▶ Records provided
++++++

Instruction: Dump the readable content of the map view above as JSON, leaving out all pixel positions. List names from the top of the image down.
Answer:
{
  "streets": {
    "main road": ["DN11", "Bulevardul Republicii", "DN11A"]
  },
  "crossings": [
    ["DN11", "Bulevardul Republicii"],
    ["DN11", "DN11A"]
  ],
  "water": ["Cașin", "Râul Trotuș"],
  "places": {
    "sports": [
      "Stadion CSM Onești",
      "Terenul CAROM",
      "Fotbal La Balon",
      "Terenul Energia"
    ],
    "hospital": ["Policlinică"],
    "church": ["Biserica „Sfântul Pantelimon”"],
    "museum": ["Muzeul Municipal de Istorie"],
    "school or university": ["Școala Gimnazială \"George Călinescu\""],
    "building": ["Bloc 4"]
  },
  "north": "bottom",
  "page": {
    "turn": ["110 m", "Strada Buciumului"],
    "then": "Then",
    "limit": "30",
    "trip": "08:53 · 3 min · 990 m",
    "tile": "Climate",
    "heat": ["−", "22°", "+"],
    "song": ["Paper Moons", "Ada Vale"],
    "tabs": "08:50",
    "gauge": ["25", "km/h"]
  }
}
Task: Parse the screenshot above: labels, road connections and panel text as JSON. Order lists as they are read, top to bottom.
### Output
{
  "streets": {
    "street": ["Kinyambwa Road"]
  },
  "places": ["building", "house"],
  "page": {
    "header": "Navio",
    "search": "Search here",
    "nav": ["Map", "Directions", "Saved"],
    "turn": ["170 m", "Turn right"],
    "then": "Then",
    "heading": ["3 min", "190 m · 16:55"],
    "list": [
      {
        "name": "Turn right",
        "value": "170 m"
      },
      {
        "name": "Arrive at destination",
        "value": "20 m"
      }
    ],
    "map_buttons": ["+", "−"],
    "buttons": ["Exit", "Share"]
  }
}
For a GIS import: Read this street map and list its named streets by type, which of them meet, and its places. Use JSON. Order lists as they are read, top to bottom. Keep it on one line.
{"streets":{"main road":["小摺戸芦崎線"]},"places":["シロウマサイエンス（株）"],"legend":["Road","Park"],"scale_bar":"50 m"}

++++++

▶ Problem description
Exact repetition of every record is required.

▶ Answer space
Instruction: Dump the readable content of the map view above as JSON, leaving out all pixel positions. List names from the top of the image down.
Answer:
{
  "streets": {
    "main road": ["DN11", "Bulevardul Republicii", "DN11A"]
  },
  "crossings": [
    ["DN11", "Bulevardul Republicii"],
    ["DN11", "DN11A"]
  ],
  "water": ["Cașin", "Râul Trotuș"],
  "places": {
    "sports": [
      "Stadion CSM Onești",
      "Terenul CAROM",
      "Fotbal La Balon",
      "Terenul Energia"
    ],
    "hospital": ["Policlinică"],
    "church": ["Biserica „Sfântul Pantelimon”"],
    "museum": ["Muzeul Municipal de Istorie"],
    "school or university": ["Școala Gimnazială \"George Călinescu\""],
    "building": ["Bloc 4"]
  },
  "north": "bottom",
  "page": {
    "turn": ["110 m", "Strada Buciumului"],
    "then": "Then",
    "limit": "30",
    "trip": "08:53 · 3 min · 990 m",
    "tile": "Climate",
    "heat": ["−", "22°", "+"],
    "song": ["Paper Moons", "Ada Vale"],
    "tabs": "08:50",
    "gauge": ["25", "km/h"]
  }
}
Task: Parse the screenshot above: labels, road connections and panel text as JSON. Order lists as they are read, top to bottom.
### Output
{
  "streets": {
    "street": ["Kinyambwa Road"]
  },
  "places": ["building", "house"],
  "page": {
    "header": "Navio",
    "search": "Search here",
    "nav": ["Map", "Directions", "Saved"],
    "turn": ["170 m", "Turn right"],
    "then": "Then",
    "heading": ["3 min", "190 m · 16:55"],
    "list": [
      {
        "name": "Turn right",
        "value": "170 m"
      },
      {
        "name": "Arrive at destination",
        "value": "20 m"
      }
    ],
    "map_buttons": ["+", "−"],
    "buttons": ["Exit", "Share"]
  }
}
For a GIS import: Read this street map and list its named streets by type, which of them meet, and its places. Use JSON. Order lists as they are read, top to bottom. Keep it on one line.
{"streets":{"main road":["小摺戸芦崎線"]},"places":["シロウマサイエンス（株）"],"legend":["Road","Park"],"scale_bar":"50 m"}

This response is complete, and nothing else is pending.